DATA Start Marker
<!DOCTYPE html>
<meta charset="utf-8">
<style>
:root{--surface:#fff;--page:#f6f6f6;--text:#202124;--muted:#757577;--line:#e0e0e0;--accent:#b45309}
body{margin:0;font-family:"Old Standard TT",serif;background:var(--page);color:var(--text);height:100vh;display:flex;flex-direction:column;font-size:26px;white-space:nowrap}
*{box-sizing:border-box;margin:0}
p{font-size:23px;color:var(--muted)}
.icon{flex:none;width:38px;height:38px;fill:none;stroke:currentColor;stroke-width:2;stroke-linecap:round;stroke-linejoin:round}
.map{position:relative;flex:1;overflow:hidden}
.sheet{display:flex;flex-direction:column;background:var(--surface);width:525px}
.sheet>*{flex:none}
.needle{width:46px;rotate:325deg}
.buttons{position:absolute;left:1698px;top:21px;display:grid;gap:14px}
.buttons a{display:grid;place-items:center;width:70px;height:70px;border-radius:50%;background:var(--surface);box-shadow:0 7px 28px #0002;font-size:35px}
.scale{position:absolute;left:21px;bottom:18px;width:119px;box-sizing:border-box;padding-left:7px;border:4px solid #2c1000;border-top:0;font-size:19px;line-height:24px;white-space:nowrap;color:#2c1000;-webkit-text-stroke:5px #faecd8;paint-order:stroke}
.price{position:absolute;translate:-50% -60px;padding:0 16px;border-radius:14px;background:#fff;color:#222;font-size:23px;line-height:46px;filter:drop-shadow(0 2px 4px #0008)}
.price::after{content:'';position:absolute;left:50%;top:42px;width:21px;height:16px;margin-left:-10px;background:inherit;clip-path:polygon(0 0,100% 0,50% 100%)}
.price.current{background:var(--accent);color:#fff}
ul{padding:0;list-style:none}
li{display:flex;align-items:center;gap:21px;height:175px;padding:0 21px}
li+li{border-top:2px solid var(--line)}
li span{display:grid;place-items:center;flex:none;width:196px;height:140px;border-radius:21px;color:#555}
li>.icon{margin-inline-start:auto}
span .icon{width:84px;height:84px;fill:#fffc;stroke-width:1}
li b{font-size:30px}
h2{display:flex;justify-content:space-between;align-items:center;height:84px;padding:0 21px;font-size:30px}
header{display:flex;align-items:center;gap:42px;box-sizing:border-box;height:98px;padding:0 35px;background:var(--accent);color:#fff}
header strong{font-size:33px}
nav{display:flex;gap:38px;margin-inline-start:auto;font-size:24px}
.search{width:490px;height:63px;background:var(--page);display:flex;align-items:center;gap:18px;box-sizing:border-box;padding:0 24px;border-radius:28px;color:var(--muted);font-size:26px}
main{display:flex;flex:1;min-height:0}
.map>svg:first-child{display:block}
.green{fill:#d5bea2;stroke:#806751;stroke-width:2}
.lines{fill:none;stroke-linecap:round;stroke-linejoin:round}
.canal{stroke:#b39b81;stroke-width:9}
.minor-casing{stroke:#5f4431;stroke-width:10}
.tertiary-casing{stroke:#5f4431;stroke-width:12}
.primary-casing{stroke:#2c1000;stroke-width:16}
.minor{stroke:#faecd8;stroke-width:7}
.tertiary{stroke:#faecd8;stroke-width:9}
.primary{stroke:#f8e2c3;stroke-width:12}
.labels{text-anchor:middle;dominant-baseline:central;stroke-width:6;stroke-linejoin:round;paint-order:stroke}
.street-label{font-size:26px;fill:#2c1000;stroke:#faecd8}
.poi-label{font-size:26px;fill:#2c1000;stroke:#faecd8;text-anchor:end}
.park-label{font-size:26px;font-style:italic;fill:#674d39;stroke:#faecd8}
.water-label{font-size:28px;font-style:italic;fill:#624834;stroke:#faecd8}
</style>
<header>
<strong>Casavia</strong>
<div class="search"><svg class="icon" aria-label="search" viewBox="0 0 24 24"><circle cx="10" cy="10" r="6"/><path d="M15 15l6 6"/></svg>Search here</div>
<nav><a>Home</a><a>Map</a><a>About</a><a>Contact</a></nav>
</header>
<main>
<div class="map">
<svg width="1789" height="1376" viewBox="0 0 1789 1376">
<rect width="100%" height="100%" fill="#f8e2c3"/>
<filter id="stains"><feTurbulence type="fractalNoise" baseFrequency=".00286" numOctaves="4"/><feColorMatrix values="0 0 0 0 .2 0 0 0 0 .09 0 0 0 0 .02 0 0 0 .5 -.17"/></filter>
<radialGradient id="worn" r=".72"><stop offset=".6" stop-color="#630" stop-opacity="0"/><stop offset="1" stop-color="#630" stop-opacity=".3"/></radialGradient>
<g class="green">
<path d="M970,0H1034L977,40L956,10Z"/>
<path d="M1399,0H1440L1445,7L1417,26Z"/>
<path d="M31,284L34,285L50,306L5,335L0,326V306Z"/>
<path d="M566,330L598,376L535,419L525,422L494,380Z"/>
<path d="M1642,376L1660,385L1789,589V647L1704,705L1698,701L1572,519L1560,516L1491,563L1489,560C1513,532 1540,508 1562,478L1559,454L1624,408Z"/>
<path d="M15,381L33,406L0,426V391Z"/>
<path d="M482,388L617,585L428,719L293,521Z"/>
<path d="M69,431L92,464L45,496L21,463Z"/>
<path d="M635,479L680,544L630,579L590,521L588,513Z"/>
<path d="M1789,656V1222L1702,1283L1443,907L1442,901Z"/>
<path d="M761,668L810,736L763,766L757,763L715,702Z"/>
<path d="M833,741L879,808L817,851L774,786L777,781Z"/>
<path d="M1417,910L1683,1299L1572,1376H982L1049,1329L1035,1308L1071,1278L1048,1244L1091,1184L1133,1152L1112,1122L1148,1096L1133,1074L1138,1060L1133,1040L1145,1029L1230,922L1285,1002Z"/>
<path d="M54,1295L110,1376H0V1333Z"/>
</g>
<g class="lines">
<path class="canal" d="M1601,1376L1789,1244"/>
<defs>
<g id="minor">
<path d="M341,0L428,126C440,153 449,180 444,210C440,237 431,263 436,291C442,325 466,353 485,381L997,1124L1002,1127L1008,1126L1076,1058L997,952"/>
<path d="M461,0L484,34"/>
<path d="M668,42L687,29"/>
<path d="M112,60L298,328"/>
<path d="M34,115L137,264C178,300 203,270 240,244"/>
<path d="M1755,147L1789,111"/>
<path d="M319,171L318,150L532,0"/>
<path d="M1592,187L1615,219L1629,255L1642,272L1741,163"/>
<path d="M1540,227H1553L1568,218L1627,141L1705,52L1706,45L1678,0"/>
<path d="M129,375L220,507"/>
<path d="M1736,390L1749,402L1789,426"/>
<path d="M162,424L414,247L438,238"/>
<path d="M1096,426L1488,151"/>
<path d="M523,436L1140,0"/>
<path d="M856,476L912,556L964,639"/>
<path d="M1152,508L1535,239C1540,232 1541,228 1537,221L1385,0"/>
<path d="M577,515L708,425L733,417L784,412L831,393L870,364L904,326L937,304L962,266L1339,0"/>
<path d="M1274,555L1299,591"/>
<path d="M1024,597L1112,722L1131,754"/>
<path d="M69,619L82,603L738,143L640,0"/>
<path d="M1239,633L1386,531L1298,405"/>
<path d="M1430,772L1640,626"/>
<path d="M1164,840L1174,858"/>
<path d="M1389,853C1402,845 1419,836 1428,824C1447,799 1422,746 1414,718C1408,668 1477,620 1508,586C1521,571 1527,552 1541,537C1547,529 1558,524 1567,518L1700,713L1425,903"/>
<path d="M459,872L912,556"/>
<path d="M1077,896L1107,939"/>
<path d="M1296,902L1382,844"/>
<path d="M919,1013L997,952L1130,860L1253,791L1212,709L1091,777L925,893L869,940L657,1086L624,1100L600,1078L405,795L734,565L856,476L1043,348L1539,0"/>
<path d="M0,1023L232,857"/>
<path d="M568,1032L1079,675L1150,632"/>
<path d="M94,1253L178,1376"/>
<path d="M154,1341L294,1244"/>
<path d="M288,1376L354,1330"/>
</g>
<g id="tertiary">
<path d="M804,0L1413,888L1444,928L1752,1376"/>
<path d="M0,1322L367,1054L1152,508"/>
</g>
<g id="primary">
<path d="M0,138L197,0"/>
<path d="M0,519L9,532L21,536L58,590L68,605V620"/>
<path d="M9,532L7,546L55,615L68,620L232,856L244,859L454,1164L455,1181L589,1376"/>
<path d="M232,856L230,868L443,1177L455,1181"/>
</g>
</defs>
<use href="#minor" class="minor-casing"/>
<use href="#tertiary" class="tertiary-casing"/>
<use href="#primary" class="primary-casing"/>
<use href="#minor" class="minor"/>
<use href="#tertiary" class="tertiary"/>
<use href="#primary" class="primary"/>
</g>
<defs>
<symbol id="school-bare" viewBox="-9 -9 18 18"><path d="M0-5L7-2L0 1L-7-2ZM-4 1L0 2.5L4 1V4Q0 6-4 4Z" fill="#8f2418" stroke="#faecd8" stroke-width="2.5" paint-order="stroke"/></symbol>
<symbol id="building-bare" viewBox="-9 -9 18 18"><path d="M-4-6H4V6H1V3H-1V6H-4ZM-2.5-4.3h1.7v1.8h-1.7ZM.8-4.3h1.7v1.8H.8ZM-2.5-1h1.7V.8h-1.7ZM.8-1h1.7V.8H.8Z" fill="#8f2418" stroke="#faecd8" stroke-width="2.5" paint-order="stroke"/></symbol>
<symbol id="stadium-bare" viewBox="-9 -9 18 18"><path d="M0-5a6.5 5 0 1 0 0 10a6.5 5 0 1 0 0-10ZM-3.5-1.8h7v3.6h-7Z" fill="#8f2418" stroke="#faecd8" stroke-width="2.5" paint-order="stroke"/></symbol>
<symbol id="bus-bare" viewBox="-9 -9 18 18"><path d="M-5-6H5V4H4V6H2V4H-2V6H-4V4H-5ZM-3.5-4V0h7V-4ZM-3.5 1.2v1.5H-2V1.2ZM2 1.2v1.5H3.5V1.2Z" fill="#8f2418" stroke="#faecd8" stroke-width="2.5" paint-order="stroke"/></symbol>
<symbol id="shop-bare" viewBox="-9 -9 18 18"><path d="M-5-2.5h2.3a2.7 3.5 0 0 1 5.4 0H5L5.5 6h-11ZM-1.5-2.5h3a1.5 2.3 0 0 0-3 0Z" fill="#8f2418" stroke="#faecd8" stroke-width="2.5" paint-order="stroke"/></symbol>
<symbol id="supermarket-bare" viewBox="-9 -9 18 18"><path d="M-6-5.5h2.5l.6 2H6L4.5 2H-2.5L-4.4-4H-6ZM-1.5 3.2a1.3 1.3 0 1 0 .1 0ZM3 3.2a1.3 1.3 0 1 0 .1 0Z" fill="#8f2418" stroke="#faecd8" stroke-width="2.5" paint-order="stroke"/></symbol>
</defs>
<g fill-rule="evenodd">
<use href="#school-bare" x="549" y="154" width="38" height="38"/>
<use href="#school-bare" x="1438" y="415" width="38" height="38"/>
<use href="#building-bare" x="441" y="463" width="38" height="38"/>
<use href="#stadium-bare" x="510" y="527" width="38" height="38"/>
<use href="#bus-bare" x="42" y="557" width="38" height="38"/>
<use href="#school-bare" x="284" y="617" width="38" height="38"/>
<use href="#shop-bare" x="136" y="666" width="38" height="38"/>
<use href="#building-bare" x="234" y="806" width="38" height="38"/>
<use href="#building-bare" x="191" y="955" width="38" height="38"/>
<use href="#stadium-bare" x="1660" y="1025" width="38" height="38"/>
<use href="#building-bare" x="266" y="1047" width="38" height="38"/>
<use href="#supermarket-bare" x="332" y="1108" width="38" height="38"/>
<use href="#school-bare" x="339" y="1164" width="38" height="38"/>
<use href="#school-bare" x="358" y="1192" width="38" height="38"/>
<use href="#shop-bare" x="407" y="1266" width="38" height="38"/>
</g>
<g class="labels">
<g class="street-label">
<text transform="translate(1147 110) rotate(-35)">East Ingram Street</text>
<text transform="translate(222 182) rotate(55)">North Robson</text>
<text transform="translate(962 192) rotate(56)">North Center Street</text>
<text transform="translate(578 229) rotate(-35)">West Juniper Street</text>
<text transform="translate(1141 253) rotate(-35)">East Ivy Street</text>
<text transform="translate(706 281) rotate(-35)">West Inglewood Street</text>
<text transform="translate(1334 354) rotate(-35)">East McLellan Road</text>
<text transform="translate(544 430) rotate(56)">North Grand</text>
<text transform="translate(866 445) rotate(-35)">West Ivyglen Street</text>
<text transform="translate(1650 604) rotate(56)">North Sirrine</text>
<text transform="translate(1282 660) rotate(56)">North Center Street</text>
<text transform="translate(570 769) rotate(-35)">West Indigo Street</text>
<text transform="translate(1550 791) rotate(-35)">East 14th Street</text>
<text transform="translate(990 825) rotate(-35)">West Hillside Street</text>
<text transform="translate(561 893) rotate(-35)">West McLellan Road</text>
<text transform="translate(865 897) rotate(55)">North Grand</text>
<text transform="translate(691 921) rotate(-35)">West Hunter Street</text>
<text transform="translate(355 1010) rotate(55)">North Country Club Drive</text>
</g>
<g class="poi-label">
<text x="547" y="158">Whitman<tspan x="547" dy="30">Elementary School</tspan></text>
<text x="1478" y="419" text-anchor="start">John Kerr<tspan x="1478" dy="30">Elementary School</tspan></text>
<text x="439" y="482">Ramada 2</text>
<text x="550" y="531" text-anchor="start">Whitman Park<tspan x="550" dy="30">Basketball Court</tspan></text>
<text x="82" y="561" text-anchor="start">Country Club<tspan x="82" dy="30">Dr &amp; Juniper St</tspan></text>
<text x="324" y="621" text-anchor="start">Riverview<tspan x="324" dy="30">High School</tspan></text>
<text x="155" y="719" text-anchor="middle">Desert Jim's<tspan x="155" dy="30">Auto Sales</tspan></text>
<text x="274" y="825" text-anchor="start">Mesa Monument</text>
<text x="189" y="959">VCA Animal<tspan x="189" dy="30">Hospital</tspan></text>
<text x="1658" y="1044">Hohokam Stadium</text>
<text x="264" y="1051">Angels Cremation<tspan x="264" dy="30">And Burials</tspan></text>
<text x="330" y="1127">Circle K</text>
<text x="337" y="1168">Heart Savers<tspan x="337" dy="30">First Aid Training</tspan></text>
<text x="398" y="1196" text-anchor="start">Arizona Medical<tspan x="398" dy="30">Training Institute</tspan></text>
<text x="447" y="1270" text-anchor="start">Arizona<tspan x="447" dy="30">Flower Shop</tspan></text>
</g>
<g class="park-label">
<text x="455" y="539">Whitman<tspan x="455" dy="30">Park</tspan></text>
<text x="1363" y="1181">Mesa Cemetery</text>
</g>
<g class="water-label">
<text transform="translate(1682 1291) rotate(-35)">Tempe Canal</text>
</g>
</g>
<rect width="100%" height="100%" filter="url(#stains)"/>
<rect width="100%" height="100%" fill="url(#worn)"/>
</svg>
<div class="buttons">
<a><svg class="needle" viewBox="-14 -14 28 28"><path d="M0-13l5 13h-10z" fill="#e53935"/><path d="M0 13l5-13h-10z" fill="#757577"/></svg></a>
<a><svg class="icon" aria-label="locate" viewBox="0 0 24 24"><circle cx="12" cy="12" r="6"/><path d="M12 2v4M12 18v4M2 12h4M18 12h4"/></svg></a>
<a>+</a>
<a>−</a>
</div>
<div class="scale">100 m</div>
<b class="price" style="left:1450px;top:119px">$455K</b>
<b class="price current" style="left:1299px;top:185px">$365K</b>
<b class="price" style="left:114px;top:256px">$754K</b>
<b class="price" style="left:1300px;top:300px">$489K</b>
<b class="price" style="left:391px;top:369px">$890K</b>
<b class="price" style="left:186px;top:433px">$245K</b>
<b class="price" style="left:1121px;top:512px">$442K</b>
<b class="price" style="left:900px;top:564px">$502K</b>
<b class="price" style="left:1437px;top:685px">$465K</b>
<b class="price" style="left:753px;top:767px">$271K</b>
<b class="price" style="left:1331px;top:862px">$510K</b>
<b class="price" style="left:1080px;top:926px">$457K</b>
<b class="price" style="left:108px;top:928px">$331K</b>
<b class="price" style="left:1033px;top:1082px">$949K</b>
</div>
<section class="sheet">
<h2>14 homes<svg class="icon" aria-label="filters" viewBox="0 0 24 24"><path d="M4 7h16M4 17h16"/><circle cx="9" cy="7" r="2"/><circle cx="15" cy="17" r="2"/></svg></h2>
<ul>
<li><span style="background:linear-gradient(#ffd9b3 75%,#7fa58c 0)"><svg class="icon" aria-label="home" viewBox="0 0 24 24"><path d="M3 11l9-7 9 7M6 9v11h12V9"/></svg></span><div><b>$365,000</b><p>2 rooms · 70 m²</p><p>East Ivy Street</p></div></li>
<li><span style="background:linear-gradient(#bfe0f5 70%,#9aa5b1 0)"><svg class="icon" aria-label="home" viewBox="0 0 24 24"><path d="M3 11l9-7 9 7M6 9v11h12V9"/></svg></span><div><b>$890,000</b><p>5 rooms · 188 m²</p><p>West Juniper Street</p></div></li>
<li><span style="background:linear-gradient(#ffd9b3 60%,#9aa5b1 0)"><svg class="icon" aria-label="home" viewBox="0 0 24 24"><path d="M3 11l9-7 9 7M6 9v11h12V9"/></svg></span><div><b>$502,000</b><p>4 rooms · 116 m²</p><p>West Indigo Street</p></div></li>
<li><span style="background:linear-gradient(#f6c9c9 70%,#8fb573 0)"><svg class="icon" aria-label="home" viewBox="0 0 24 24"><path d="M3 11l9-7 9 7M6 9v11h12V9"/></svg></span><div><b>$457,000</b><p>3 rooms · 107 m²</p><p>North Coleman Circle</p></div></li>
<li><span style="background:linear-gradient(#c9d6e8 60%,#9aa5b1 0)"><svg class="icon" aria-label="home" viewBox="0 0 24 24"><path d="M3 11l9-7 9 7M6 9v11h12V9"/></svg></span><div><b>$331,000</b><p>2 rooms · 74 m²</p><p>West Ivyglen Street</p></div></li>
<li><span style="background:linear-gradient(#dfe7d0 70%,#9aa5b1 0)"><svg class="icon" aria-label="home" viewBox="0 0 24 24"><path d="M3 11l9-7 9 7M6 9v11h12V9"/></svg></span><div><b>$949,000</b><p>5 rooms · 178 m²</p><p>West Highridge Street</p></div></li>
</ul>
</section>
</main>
DATA End Marker
_PROBLEM DETAILS_: Your answer should be each line from the preceding material in which the word "nowrap" occurs.

_RESULT BELOW_:
body{margin:0;font-family:"Old Standard TT",serif;background:var(--page);color:var(--text);height:100vh;display:flex;flex-direction:column;font-size:26px;white-space:nowrap}
.scale{position:absolute;left:21px;bottom:18px;width:119px;box-sizing:border-box;padding-left:7px;border:4px solid #2c1000;border-top:0;font-size:19px;line-height:24px;white-space:nowrap;color:#2c1000;-webkit-text-stroke:5px #faecd8;paint-order:stroke}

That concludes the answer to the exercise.